> For the complete documentation index, see [llms.txt](https://sarpers-organization.gitbook.io/ctftricks/llms.txt). Markdown versions of documentation pages are available by appending `.md` to page URLs; this page is available as [Markdown](https://sarpers-organization.gitbook.io/ctftricks/_chapter-intro-16/.net/code-analysis/trick-0434.md).

# Analyze .NET Executable for Secrets

***

Load the .NET executable file into a decompiler/debugger like [dnSpy](https://github.com/dnSpy/dnSpy) or ILSpy. Visual Studio also includes built-in decompilation capabilities. Once the assembly is loaded, you can navigate through its structure (namespaces, classes, methods, etc.) using the Assembly Explorer pane, typically located on the left. The decompiled code will be displayed in the Code Viewer pane.

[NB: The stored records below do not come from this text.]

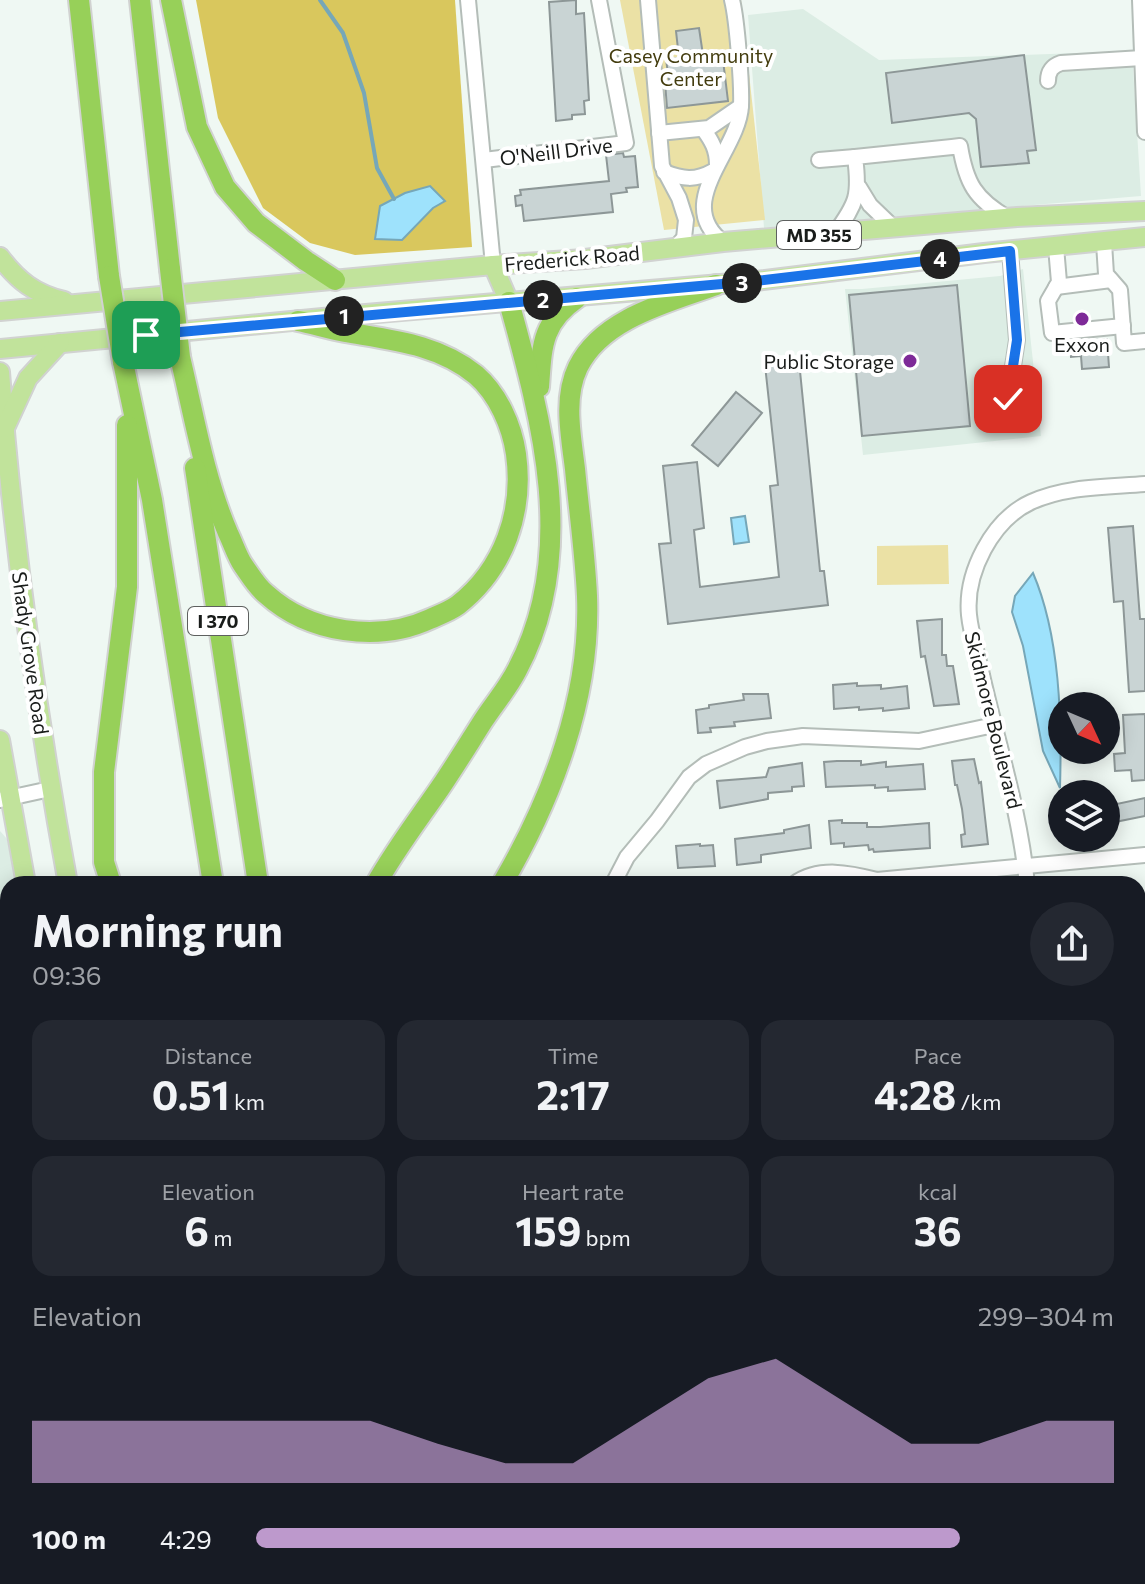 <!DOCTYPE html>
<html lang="en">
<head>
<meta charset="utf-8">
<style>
  body { margin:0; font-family:Commissioner,sans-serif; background:#242831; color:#f1f3f6; height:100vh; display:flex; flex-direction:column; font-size:30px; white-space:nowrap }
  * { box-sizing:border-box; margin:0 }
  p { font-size:26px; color:#9ea1a6 }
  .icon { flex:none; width:44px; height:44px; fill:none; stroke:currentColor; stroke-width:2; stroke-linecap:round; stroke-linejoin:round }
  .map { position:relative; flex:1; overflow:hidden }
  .details { position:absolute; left:0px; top:876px; width:1146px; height:708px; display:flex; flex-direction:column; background:#171b24; border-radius:24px 24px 0 0; box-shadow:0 4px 20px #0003 }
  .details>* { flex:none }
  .needle { width:52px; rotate:134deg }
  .buttons { position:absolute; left:1048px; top:692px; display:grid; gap:16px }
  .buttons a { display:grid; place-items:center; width:72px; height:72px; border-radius:50%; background:#171b24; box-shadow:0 4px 20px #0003; font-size:40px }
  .pin { position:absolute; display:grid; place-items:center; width:68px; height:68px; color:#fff; margin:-34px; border-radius:16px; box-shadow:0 4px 12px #0006 }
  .km { position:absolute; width:40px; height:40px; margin:-20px; border-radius:50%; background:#222; color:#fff; font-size:22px; line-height:40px; text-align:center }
  .round { display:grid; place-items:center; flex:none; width:84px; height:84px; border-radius:42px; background:#242831 }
  .overview { display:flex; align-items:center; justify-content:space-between; height:136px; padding:0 32px }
  h1 { font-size:44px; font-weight:700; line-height:60px }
  .stats { display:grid; grid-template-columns:repeat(3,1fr); gap:12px; height:136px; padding:8px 32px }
  .stats div { display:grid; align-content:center; border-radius:20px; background:#242831; text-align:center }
  .stats b { font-size:40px; font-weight:700 }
  .stats small { font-size:22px; font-weight:400 }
  .stats p { font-size:22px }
  .chart { height:224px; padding:16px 32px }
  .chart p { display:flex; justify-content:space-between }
  .chart svg { width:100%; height:144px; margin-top:8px; fill:#bd99cc; opacity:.7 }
  ul { padding:0 32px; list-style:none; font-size:26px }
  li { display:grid; grid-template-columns:128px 96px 1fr; align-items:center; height:60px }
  li i { height:20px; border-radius:10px; background:#bd99cc }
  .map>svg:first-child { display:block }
</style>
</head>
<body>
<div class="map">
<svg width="1145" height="1584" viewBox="0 0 1145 1584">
  <rect width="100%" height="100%" fill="#eff8f3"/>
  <g fill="#dcede4">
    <path d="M803,9L879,60L1132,51L1141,196L764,228L748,15Z"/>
    <path d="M1023,269L1041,436L863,455L845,289H862L1000,276Z"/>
    <path d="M0,831L7,839L16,884H8V1576H127L126,1584H0Z"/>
  </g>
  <g fill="#ebe1a5">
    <path d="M620,0H741L765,220L664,230Z"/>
    <path d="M948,545L949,584L877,585V546Z"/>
  </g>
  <path fill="#d9c75d" d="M196,0H455L472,247L355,255L310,243L263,208L218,118Z"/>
  <g fill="#9ee2fc" stroke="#76a7b8" stroke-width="2">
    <path d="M430,186L445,201L433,208L402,240L375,239L380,206L405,193Z"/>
    <path d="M745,516L749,542L734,544L731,518Z"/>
    <path d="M1033,573C1060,636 1062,719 1060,788L1043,751L1023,646L1012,612L1015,596Z"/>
  </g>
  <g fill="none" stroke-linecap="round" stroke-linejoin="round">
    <path stroke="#76a7b8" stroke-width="4" d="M320,0L343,33L364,93L377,168L394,199"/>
  </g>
  <g fill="#c9d4d4" stroke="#8d9797" stroke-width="2">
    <path d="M576,0V14L584,13L589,100L584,101L585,114L572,115V119L556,121L549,2Z"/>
    <path d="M699,28L704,62L723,60L728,101L667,108L665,82L669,81L666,59L679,58L676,31Z"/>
    <path d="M1024,55L1036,150L1027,151L1029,163L981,167L976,119L969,113L892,123L886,73Z"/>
    <path d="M623,153L624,157L635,156L638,187L626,188L627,192L611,194L613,212L524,221L522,205L516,206L515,196L521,195L520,190L609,181L606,155Z"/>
    <path d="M957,285L970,426L862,436L849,295Z"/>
    <path d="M1107,339L1109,367L1082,369L1081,356L1071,357L1070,342Z"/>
    <path d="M799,361L820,571H824L828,605L668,624L659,544L671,543L663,466L697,462L704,528L694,530L700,587L779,577L770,486L778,485L765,365Z"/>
    <path d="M736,392L762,413L718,466L692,445Z"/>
    <path d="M1133,526L1140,619H1145V691L1129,692L1123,601L1114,602L1108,528Z"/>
    <path d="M942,619V655H946L947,666H953L959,704L934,706L925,656L921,657L917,621Z"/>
    <path d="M857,683V686L881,685V689L907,686L909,708L883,711V708L859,710V707L834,709L833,685Z"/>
    <path d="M743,694H768L771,718L734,722L735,726L710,728L711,732L698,733L696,710L709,708V705L744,700Z"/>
    <path d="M1145,714V780L1132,781L1131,770L1115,771L1114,754L1125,753L1123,715Z"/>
    <path d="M974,759L979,783L981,782L988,844L962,847L961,835L965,834L962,809L957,785H955L952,761Z"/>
    <path d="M837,761H861V765L886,762V767L923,764L925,789L888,791V787L875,788V785L826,787L824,762Z"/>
    <path d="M802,763L804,786L792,787V791L768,793V799L720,808L717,781L766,777L769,768Z"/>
    <path d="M1145,798V816L1115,822L1112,805Z"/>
    <path d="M842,820V823H867V827H880L929,823L930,848L874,852L873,849L869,850L868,845L844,847V843L831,844L829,821Z"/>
    <path d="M809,825L811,848L761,855V862L737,865L735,839L784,833V830Z"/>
    <path d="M700,844V846L713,845L715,866L678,868L676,846Z"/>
  </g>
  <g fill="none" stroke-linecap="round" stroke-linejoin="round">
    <g stroke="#b4bdb8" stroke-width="18">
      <g id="minor">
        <path d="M468,0L493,265"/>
        <path d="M648,0L662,166L679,198L686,220L684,238L675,248"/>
        <path d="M1140,0L1145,132"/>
        <path d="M1048,81C1048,71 1052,66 1061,63L1142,58"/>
        <path d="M703,129C712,141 717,150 717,165"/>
        <path d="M659,133L709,128L741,106"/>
        <path d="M484,160L626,143L599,0"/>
        <path d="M819,160L855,157"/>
        <path d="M664,172C683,179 695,181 713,171"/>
        <path d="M859,187L870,205L895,229"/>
        <path d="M835,233C857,203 860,195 855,157L952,147L960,146C966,183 975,199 1008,218"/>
        <path d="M723,242C672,203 739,151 741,106C742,84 737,20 732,0"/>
        <path d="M1104,243L1106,274L1120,290L1124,343L1145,341"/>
        <path d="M1056,247L1059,282L1048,301L1052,333L1123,326"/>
        <path d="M1056,287L1111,280"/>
        <path d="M1008,399L1017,340L1010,251"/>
        <path d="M0,800L50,789"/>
        <path d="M613,884L627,857L657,821L689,777L706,764L745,747L767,741L803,736L919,741L994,725"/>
        <path d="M794,884C819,866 850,873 877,880L1145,855"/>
        <path d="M1027,884C1020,812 998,745 982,675C978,655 971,635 969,615C965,573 992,520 1031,502C1066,486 1107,487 1145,484"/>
        <path d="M0,1038L8,1037"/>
        <path d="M0,1057L8,1056"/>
        <path d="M0,1354L8,1352"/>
        <path d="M1138,1476L1144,1477"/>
        <path d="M0,1489H8"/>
        <path d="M400,1576L410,1584"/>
        <path d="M477,1576L485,1584"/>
        <path d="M72,1584V1576"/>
        <path d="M564,1584L569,1576"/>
        <path d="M613,1584L618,1576"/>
        <path d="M732,1584L738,1576"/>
        <path d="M775,1584L780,1576"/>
        <path d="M894,1584L899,1576"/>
        <path d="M948,1584L953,1576"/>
        <path d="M1101,1584L1106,1576"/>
      </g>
    </g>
    <g stroke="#d1d2d1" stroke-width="22">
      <g id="major">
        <path d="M0,257C18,281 35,294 64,301"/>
        <path d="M493,265L509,302"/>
        <path d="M0,311L493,265L585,259L723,242L1017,217L1145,211"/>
        <path d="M0,349L354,315L756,281L984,253L1145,237"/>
        <path d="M0,372C13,544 37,715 68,884"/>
        <path d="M5,428L28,378L60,343"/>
        <path d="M0,740L26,884"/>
        <path d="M136,1584V1576"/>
        <path d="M177,1584L178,1576"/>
      </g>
    </g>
    <g stroke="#d1d2d1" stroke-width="24">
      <g id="highway">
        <path d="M79,0L109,276"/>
        <path d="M140,0L170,269"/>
        <path d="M171,0L197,127L225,187L256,223L306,261L335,280"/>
        <path d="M180,357C194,416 204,477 228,533C233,543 237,556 243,565C250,575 257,587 266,594C309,633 378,643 430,619C439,615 450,611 458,605C504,569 524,512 516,454C512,426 498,394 476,375C438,344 391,340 345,332C329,329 313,324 298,321"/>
        <path d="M123,362L152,500L213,884"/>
        <path d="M539,387C542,347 541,323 577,298"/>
        <path d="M195,468L258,884"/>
        <path d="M111,884L104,862V772L127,587V425"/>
        <path d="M376,884C395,850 418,820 440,788C455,766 469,743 483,721C494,704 508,688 517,670C579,554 542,421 509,302"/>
        <path d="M502,884C552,799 591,697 587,596C585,554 579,511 575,469C571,436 563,398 578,367C602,318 669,302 716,285"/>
        <path d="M317,1576L318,1584"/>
        <path d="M374,1576L376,1584"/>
      </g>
    </g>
    <use href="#minor" stroke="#fff" stroke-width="14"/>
    <use href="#major" stroke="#c1e39b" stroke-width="18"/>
    <use href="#highway" stroke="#97d059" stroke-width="20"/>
    <g stroke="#d1d2d1" stroke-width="24" stroke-linecap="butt">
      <g id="highway-bridge">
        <path d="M170,269L180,357"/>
        <path d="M109,276L123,362"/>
      </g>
    </g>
    <use href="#highway-bridge" stroke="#97d059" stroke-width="20"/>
  </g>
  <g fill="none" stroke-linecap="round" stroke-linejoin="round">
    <g stroke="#fff" stroke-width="16">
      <path id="route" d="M146,335L756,281L1010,251L1017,340L1008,399"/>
    </g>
    <use href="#route" stroke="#1a73e8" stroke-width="10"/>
  </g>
  <g fill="#7e2a98" stroke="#fff" stroke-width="3">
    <circle cx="1082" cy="319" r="8"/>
    <circle cx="910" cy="361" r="8"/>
  </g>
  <g text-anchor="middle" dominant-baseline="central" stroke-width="8" stroke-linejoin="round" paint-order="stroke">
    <g fill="#fff" stroke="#5e605f" stroke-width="2">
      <rect x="777" y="221" width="84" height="28" rx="6"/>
      <rect x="188" y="607" width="60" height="28" rx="6"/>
    </g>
    <g font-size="18" font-weight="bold" fill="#191c1a">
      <text x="819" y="235">MD 355</text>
      <text x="218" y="621">I 370</text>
    </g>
    <g font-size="20" fill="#433c0e" stroke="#fff">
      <text x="691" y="55">Casey Community<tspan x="691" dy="23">Center</tspan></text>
    </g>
    <g font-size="20" fill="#191c1a" stroke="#fff">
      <text transform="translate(556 151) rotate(-7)">O'Neill Drive</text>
      <text transform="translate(572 258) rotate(-5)">Frederick Road</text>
      <text transform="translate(31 653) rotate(82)">Shady Grove Road</text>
      <text transform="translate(994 720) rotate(76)">Skidmore Boulevard</text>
    </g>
    <g font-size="20" fill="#191c1a" stroke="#fff">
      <text x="1082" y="344">Exxon</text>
      <text x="894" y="361" text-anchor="end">Public Storage</text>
    </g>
  </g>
</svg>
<div class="buttons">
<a><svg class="needle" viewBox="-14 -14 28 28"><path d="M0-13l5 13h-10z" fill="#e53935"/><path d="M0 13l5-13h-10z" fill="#9ea1a6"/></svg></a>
<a><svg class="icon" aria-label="layers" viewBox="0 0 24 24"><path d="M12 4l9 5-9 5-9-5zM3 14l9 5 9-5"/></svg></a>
</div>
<div class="pin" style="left:146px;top:335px;background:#1e9e55"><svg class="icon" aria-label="arrive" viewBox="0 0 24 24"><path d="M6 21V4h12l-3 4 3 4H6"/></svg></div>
<div class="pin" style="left:1008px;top:399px;background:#d93025"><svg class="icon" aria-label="check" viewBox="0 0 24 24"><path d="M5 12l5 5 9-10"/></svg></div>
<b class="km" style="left:344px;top:316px">1</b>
<b class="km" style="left:543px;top:300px">2</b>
<b class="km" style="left:742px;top:283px">3</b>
<b class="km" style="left:940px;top:259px">4</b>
<section class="details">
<div class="overview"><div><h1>Morning run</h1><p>09:36</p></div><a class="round"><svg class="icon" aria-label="share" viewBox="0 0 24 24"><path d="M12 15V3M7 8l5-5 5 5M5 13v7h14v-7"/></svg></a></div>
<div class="stats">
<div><p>Distance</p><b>0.51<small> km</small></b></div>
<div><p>Time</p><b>2:17</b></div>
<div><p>Pace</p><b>4:28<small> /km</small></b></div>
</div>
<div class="stats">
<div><p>Elevation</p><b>6<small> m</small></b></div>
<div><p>Heart rate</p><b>159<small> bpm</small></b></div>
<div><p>kcal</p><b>36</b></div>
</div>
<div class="chart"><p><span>Elevation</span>299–304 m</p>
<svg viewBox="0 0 160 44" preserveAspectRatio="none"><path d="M0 44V25L10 25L20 25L30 25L40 25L50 25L60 32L70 38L80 38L90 25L100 12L110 6L120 19L130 32L140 32L150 25L160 25V44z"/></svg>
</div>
<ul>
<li><b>100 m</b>4:29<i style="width:82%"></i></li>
</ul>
</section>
</div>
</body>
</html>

Navigate through the decompiled source code (namespaces, classes, methods) to examine variables, functions, and look for hardcoded data such as encryption keys, passwords, or critical logic parameters. During reverse engineering, identifying hardcoded values like API keys, passwords, or configuration strings is a common task. These values are often visible directly in the decompiled code. For example, you might encounter something like:

```csharp
string password = "HardcodedPassword123";
```

To assist in finding specific data or code, dnSpy provides a powerful search functionality (often accessible via Ctrl+Shift+F). You can search for strings, types, methods, and more. This is particularly useful for finding specific pieces of code or data, such as hardcoded passwords or API keys.

Since .NET bytecode (IL) retains significant structure, it can be decompiled back into highly readable C# or VB.NET code, making analysis straightforward. .NET code is compiled to Common Intermediate Language (CIL) which is a high-level bytecode that retains much of the original source code's structure and semantics. This makes it relatively easy for decompilers to reconstruct readable source code (like C# or VB.NET) from the CIL.